[Opening SUPPLIED ENTRIES section]

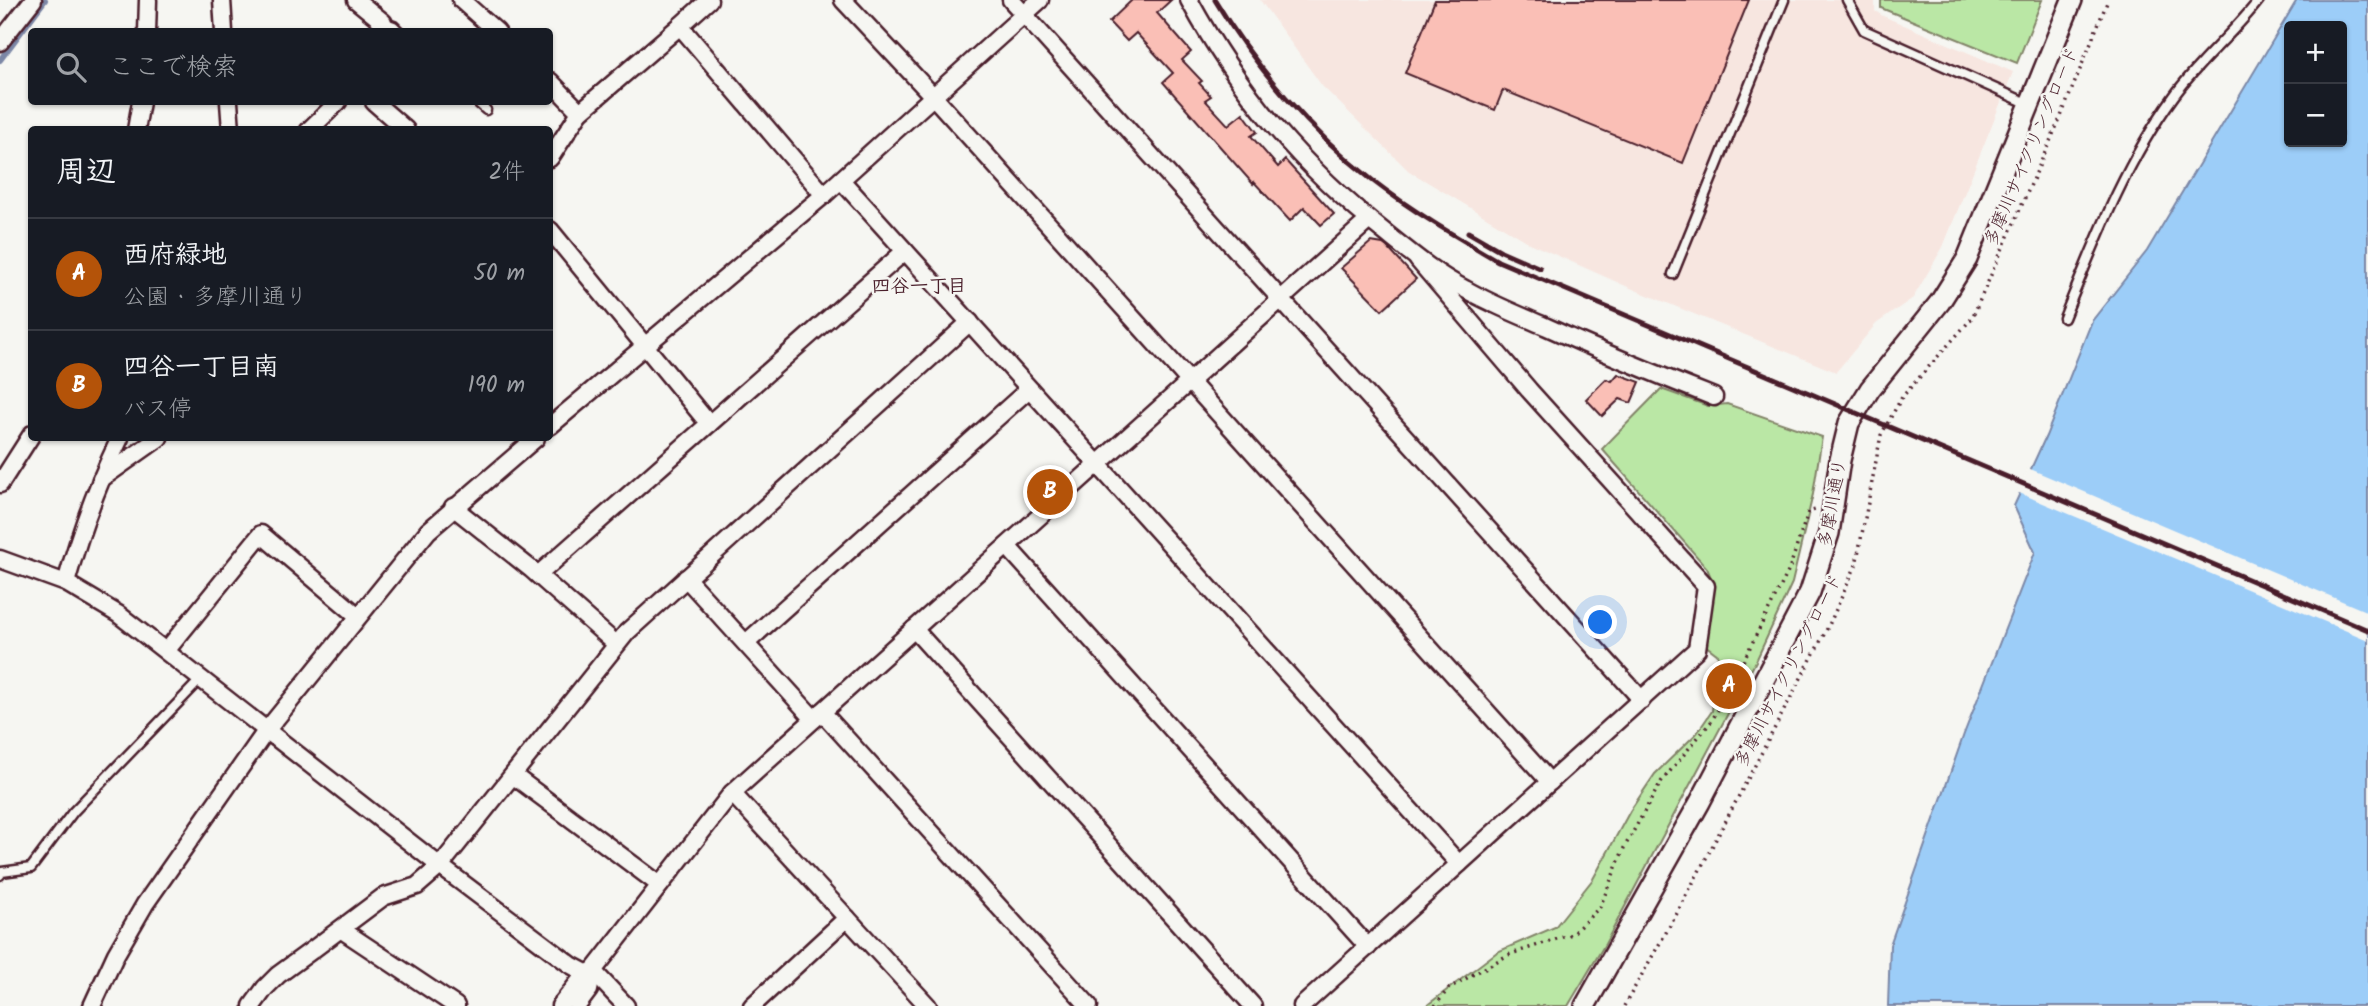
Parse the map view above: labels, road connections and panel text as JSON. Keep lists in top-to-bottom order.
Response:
{
  "streets": {
    "street": ["多摩川通り"],
    "path": ["多摩川サイクリングロード"]
  },
  "districts": ["四谷一丁目"],
  "page": {
    "map_buttons": ["+", "−"],
    "search": "ここで検索",
    "heading": ["周辺", "2件"],
    "list": [
      {
        "mark": "A",
        "name": "西府緑地",
        "note": "公園 · 多摩川通り",
        "value": "50 m"
      },
      {
        "mark": "B",
        "name": "四谷一丁目南",
        "note": "バス停",
        "value": "190 m"
      }
    ],
    "pins": ["B", "A"]
  }
}
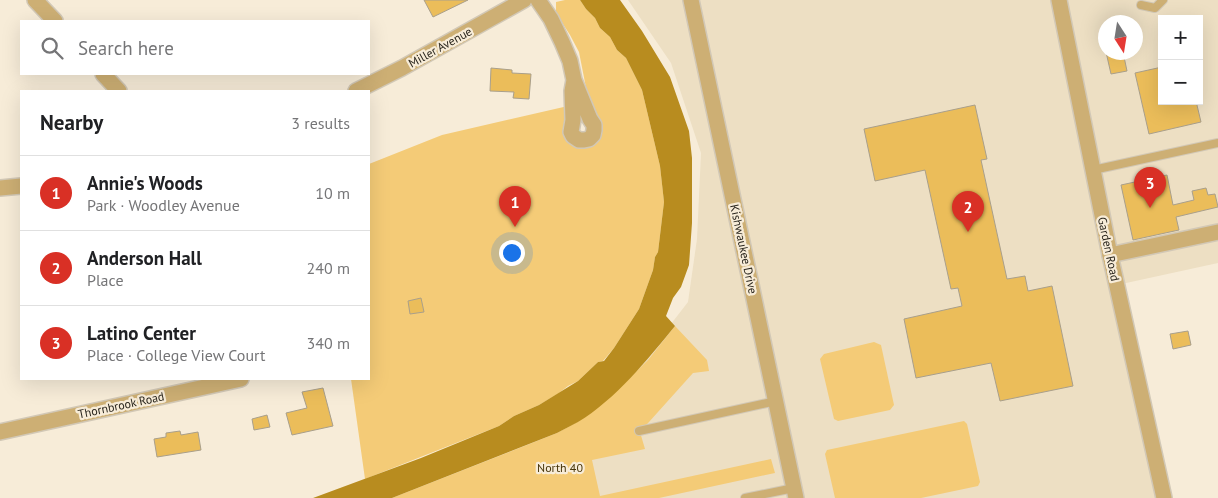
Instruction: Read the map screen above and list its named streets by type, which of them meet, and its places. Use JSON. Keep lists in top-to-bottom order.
{
  "streets": {
    "street": [
      "Miller Avenue",
      "Kishwaukee Drive",
      "Garden Road",
      "Thornbrook Road"
    ]
  },
  "parks": ["North 40"],
  "north": "bottom",
  "page": {
    "map_buttons": ["+", "−"],
    "search": "Search here",
    "heading": ["Nearby", "3 results"],
    "list": [
      {
        "mark": "1",
        "name": "Annie's Woods",
        "note": "Park · Woodley Avenue",
        "value": "10 m"
      },
      {
        "mark": "2",
        "name": "Anderson Hall",
        "note": "Place",
        "value": "240 m"
      },
      {
        "mark": "3",
        "name": "Latino Center",
        "note": "Place · College View Court",
        "value": "340 m"
      }
    ],
    "pins": ["3", "1", "2"]
  }
}
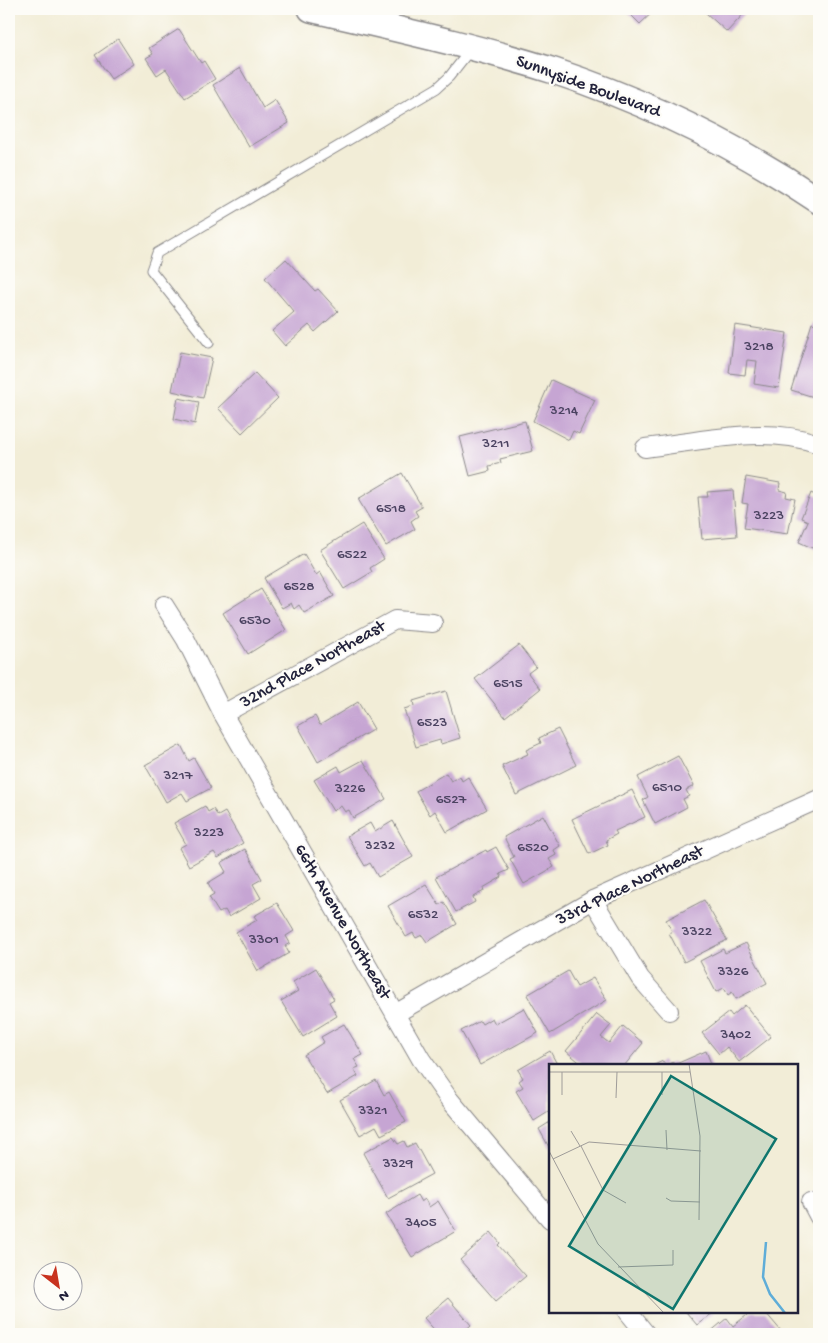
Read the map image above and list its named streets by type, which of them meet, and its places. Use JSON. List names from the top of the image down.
{
  "streets": {
    "street": [
      "Sunnyside Boulevard",
      "32nd Place Northeast",
      "33rd Place Northeast",
      "66th Avenue Northeast"
    ]
  },
  "crossings": [
    ["32nd Place Northeast", "66th Avenue Northeast"],
    ["33rd Place Northeast", "66th Avenue Northeast"]
  ],
  "house_numbers": [
    "3218",
    "3214",
    "3211",
    "6518",
    "3223",
    "6522",
    "6528",
    "6530",
    "6515",
    "6523",
    "3217",
    "6510",
    "3226",
    "6527",
    "3223",
    "3232",
    "6520",
    "6532",
    "3322",
    "3301",
    "3326",
    "3402",
    "3321",
    "3329",
    "3405"
  ],
  "north": "bottom right"
}
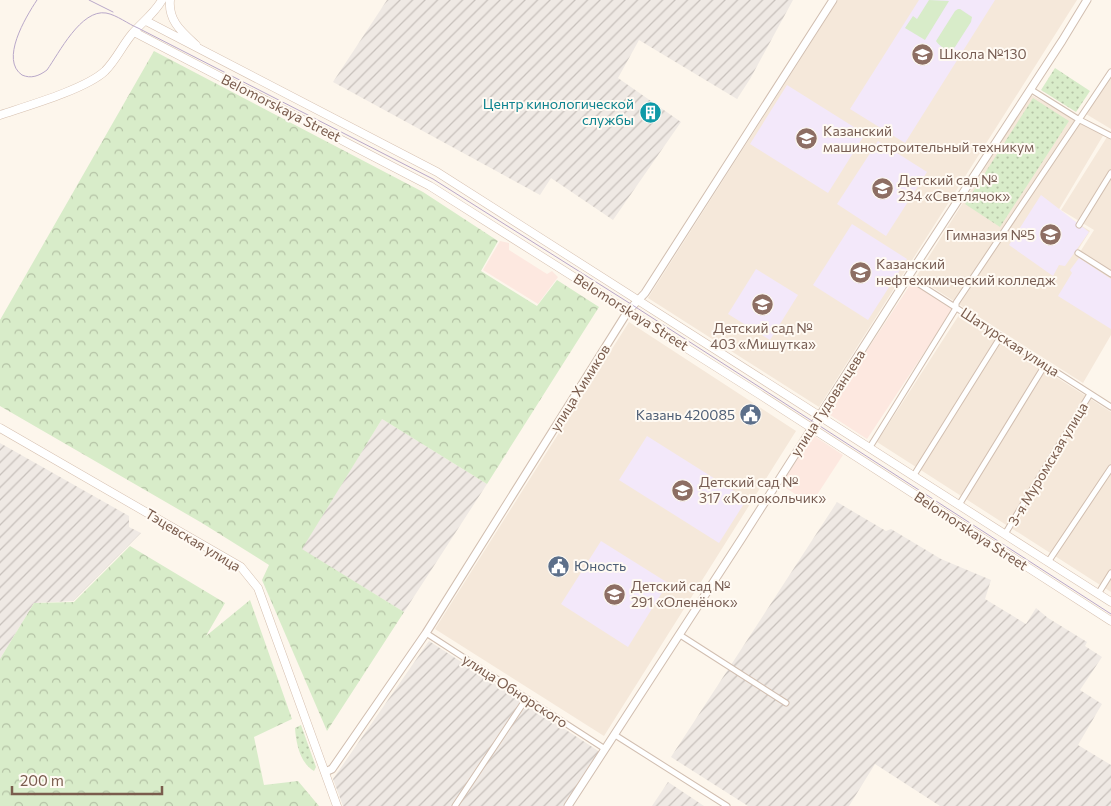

[Closing SUPPLIED ENTRIES section]

**TASK BRIEF**
Reprint the listing above verbatim but drop the images.

**RESPONSE FOR THIS EXERCISE**
Parse the map view above: labels, road connections and panel text as JSON. Keep lists in top-to-bottom order.
Response:
{
  "streets": {
    "street": ["多摩川通り"],
    "path": ["多摩川サイクリングロード"]
  },
  "districts": ["四谷一丁目"],
  "page": {
    "map_buttons": ["+", "−"],
    "search": "ここで検索",
    "heading": ["周辺", "2件"],
    "list": [
      {
        "mark": "A",
        "name": "西府緑地",
        "note": "公園 · 多摩川通り",
        "value": "50 m"
      },
      {
        "mark": "B",
        "name": "四谷一丁目南",
        "note": "バス停",
        "value": "190 m"
      }
    ],
    "pins": ["B", "A"]
  }
}
Instruction: Read the map screen above and list its named streets by type, which of them meet, and its places. Use JSON. Keep lists in top-to-bottom order.
{
  "streets": {
    "street": [
      "Miller Avenue",
      "Kishwaukee Drive",
      "Garden Road",
      "Thornbrook Road"
    ]
  },
  "parks": ["North 40"],
  "north": "bottom",
  "page": {
    "map_buttons": ["+", "−"],
    "search": "Search here",
    "heading": ["Nearby", "3 results"],
    "list": [
      {
        "mark": "1",
        "name": "Annie's Woods",
        "note": "Park · Woodley Avenue",
        "value": "10 m"
      },
      {
        "mark": "2",
        "name": "Anderson Hall",
        "note": "Place",
        "value": "240 m"
      },
      {
        "mark": "3",
        "name": "Latino Center",
        "note": "Place · College View Court",
        "value": "340 m"
      }
    ],
    "pins": ["3", "1", "2"]
  }
}
Read the map image above and list its named streets by type, which of them meet, and its places. Use JSON. List names from the top of the image down.
{
  "streets": {
    "street": [
      "Sunnyside Boulevard",
      "32nd Place Northeast",
      "33rd Place Northeast",
      "66th Avenue Northeast"
    ]
  },
  "crossings": [
    ["32nd Place Northeast", "66th Avenue Northeast"],
    ["33rd Place Northeast", "66th Avenue Northeast"]
  ],
  "house_numbers": [
    "3218",
    "3214",
    "3211",
    "6518",
    "3223",
    "6522",
    "6528",
    "6530",
    "6515",
    "6523",
    "3217",
    "6510",
    "3226",
    "6527",
    "3223",
    "3232",
    "6520",
    "6532",
    "3322",
    "3301",
    "3326",
    "3402",
    "3321",
    "3329",
    "3405"
  ],
  "north": "bottom right"
}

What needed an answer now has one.